(Records from a dataset)
────

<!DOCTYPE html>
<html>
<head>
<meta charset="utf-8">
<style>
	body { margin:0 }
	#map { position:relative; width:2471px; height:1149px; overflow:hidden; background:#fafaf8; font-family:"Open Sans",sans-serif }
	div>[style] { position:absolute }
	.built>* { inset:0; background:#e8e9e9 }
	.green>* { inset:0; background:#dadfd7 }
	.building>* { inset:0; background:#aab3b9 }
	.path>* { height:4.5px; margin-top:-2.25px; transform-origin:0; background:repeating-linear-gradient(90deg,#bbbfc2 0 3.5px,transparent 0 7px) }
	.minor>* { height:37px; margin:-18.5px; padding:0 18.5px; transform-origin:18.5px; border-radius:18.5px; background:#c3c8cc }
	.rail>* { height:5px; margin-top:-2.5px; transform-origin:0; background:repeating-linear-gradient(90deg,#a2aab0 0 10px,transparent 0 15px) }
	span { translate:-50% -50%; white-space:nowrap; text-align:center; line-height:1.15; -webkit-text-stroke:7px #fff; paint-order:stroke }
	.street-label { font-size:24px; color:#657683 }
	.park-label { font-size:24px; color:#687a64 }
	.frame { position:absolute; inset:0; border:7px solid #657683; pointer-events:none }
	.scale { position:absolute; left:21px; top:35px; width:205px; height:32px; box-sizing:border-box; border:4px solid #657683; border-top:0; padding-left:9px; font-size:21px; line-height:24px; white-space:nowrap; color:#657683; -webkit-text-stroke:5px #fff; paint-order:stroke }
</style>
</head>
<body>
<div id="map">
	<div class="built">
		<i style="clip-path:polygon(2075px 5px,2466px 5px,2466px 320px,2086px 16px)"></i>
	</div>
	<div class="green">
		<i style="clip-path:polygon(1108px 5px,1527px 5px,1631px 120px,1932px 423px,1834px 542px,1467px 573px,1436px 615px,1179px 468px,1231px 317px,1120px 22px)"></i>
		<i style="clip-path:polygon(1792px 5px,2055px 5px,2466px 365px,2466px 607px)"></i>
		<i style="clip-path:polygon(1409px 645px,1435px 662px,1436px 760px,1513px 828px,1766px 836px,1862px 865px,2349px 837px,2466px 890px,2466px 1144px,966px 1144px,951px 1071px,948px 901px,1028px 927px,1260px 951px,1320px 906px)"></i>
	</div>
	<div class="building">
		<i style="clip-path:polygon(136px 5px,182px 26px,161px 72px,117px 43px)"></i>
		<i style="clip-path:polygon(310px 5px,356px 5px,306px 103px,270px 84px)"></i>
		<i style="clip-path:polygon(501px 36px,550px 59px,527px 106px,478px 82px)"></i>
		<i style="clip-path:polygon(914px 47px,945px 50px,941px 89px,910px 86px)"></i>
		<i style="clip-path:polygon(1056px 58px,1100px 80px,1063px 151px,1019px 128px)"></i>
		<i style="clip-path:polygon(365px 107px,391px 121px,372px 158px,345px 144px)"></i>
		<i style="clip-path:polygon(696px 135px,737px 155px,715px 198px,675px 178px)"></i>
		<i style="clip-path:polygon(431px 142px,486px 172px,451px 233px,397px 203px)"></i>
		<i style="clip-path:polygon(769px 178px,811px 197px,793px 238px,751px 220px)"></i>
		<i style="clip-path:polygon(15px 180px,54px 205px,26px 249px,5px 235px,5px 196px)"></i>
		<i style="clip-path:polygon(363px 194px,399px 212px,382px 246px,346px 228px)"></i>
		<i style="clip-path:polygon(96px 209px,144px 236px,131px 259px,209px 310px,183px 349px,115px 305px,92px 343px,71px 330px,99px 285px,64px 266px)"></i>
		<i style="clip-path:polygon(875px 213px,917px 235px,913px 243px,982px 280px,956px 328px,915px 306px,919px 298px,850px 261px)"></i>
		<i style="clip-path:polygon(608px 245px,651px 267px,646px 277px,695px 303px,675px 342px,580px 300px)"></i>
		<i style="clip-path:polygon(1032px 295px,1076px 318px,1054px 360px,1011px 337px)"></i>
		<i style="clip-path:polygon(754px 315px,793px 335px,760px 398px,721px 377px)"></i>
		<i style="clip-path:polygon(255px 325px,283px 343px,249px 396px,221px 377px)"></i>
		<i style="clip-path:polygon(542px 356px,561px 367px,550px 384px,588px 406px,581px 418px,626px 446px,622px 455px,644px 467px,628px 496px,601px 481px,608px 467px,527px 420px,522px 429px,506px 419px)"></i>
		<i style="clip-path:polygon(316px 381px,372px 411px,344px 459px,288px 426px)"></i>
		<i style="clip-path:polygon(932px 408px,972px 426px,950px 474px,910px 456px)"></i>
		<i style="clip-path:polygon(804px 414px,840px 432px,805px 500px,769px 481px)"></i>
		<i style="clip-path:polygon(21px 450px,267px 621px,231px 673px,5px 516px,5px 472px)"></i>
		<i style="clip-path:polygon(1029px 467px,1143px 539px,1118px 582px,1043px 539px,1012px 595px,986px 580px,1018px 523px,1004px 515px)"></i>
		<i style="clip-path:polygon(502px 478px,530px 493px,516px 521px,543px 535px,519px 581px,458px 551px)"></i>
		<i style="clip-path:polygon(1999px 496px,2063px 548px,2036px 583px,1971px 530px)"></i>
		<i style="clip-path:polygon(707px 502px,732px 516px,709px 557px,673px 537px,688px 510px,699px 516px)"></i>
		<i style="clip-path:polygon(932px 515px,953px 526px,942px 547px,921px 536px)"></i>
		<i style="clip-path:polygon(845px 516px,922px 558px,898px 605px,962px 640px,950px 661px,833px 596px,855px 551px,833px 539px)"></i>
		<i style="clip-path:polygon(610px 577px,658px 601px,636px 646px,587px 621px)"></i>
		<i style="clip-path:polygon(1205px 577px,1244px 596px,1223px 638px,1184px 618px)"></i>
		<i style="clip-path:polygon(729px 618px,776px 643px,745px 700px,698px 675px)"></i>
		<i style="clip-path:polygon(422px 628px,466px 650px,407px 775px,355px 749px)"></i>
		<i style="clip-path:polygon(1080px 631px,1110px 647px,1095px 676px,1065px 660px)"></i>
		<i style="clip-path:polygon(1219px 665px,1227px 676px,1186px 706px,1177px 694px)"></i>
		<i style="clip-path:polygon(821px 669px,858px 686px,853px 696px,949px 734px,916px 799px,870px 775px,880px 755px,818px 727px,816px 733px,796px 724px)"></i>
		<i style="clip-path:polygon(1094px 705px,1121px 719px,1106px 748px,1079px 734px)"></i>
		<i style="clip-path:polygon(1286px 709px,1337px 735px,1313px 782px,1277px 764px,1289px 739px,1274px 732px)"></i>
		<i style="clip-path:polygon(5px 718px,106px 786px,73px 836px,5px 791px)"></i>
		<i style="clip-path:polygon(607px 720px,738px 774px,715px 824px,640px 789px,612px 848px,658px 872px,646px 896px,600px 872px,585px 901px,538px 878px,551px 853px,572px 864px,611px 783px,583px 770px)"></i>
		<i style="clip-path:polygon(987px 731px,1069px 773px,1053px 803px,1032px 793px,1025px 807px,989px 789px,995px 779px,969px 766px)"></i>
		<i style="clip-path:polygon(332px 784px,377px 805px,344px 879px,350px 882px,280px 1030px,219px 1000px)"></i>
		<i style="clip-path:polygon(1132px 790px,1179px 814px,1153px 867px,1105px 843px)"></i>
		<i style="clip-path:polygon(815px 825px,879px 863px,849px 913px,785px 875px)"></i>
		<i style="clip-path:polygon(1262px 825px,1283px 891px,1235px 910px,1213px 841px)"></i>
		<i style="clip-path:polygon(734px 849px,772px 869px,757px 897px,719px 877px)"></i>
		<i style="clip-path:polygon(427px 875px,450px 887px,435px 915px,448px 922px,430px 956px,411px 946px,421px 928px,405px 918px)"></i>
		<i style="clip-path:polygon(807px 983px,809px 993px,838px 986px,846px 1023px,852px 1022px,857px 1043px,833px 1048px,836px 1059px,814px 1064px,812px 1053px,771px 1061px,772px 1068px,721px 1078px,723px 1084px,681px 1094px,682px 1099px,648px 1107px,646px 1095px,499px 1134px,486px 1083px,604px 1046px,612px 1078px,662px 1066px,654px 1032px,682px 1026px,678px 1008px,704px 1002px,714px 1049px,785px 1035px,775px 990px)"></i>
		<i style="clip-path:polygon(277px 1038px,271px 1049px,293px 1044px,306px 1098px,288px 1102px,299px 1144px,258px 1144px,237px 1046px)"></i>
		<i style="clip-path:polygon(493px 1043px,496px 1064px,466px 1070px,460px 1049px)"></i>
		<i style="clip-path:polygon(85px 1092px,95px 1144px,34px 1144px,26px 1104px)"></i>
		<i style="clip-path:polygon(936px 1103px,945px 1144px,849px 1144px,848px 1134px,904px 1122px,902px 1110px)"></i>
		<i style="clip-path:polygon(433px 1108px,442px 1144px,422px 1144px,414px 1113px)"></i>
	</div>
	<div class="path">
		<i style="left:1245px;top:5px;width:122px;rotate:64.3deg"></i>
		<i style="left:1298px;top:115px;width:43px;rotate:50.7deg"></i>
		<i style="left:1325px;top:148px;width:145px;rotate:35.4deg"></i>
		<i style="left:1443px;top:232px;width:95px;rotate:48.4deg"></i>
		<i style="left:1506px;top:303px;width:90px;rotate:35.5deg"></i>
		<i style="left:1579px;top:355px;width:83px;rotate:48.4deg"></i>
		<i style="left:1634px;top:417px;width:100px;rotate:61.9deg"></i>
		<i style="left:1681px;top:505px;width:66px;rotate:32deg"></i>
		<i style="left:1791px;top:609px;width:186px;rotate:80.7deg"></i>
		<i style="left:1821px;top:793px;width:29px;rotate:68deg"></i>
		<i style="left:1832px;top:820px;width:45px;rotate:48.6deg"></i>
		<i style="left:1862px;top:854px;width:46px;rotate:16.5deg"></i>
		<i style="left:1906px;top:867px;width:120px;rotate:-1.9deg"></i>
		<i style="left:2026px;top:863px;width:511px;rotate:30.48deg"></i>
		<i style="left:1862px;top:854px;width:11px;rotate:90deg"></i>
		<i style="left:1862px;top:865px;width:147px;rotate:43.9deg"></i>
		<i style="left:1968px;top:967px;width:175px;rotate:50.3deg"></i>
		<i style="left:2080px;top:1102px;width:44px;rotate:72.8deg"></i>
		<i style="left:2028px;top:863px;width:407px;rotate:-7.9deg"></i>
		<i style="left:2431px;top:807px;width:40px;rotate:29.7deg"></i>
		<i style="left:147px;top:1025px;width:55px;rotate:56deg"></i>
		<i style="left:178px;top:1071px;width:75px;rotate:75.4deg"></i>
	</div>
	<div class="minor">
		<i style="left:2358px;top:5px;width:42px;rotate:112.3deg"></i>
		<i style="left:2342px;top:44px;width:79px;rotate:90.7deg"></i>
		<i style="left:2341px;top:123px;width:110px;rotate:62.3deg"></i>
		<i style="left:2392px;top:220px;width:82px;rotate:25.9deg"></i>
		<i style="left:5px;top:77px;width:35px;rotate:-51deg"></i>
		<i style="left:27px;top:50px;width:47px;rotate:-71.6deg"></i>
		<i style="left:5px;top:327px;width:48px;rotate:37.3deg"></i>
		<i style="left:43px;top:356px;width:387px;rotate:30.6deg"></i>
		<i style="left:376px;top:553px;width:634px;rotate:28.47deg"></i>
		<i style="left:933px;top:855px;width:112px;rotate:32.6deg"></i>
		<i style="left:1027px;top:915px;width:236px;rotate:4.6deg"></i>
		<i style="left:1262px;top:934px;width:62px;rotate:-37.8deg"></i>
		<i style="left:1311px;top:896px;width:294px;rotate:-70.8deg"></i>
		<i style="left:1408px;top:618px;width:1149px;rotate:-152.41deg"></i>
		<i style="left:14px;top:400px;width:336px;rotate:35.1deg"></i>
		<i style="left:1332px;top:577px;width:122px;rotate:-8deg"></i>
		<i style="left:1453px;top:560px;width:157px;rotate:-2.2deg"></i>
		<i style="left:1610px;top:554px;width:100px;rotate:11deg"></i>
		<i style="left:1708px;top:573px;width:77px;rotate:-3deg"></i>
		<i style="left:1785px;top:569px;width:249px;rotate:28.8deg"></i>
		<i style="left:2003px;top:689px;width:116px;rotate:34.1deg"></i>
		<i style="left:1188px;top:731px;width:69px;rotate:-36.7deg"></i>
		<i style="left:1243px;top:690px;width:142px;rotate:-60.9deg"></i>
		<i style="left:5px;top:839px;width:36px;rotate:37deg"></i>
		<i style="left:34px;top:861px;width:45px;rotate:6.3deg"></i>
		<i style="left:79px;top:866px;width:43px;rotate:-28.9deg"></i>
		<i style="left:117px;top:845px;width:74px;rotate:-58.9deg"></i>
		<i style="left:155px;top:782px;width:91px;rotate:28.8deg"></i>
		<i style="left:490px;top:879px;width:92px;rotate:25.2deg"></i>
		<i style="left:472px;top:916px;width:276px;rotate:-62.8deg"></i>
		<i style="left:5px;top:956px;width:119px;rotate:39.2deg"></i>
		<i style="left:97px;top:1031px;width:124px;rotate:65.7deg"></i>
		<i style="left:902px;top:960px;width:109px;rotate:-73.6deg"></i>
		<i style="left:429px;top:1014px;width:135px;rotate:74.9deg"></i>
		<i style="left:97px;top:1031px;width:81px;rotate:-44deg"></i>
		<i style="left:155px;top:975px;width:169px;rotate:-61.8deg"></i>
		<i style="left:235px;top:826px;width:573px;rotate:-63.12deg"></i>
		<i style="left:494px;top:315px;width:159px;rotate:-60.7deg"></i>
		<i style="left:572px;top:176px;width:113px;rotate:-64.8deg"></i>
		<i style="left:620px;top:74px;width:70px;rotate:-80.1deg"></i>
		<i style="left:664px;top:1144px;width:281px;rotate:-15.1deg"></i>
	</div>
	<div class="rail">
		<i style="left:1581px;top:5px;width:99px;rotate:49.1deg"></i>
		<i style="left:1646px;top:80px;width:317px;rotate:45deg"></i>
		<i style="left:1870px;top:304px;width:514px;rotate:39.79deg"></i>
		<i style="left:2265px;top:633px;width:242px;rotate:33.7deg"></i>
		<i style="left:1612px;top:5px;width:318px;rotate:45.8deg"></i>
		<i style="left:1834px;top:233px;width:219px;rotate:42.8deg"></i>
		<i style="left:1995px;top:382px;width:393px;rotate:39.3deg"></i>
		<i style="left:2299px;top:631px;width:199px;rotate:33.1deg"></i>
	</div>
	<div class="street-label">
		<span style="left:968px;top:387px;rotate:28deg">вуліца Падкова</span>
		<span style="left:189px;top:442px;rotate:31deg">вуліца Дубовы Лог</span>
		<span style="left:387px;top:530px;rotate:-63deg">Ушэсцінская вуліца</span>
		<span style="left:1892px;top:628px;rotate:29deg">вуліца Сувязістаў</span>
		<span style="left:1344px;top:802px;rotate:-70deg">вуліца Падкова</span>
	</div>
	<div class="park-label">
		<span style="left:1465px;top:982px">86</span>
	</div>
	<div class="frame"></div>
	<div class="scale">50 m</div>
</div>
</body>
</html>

────

*Assigned task*
Copying word for word, give each line of the data above from the first one through the line containing "translate:-50% -50%; white-space:nowrap;", and nothing else.

*Reply*
<!DOCTYPE html>
<html>
<head>
<meta charset="utf-8">
<style>
	body { margin:0 }
	#map { position:relative; width:2471px; height:1149px; overflow:hidden; background:#fafaf8; font-family:"Open Sans",sans-serif }
	div>[style] { position:absolute }
	.built>* { inset:0; background:#e8e9e9 }
	.green>* { inset:0; background:#dadfd7 }
	.building>* { inset:0; background:#aab3b9 }
	.path>* { height:4.5px; margin-top:-2.25px; transform-origin:0; background:repeating-linear-gradient(90deg,#bbbfc2 0 3.5px,transparent 0 7px) }
	.minor>* { height:37px; margin:-18.5px; padding:0 18.5px; transform-origin:18.5px; border-radius:18.5px; background:#c3c8cc }
	.rail>* { height:5px; margin-top:-2.5px; transform-origin:0; background:repeating-linear-gradient(90deg,#a2aab0 0 10px,transparent 0 15px) }
	span { translate:-50% -50%; white-space:nowrap; text-align:center; line-height:1.15; -webkit-text-stroke:7px #fff; paint-order:stroke }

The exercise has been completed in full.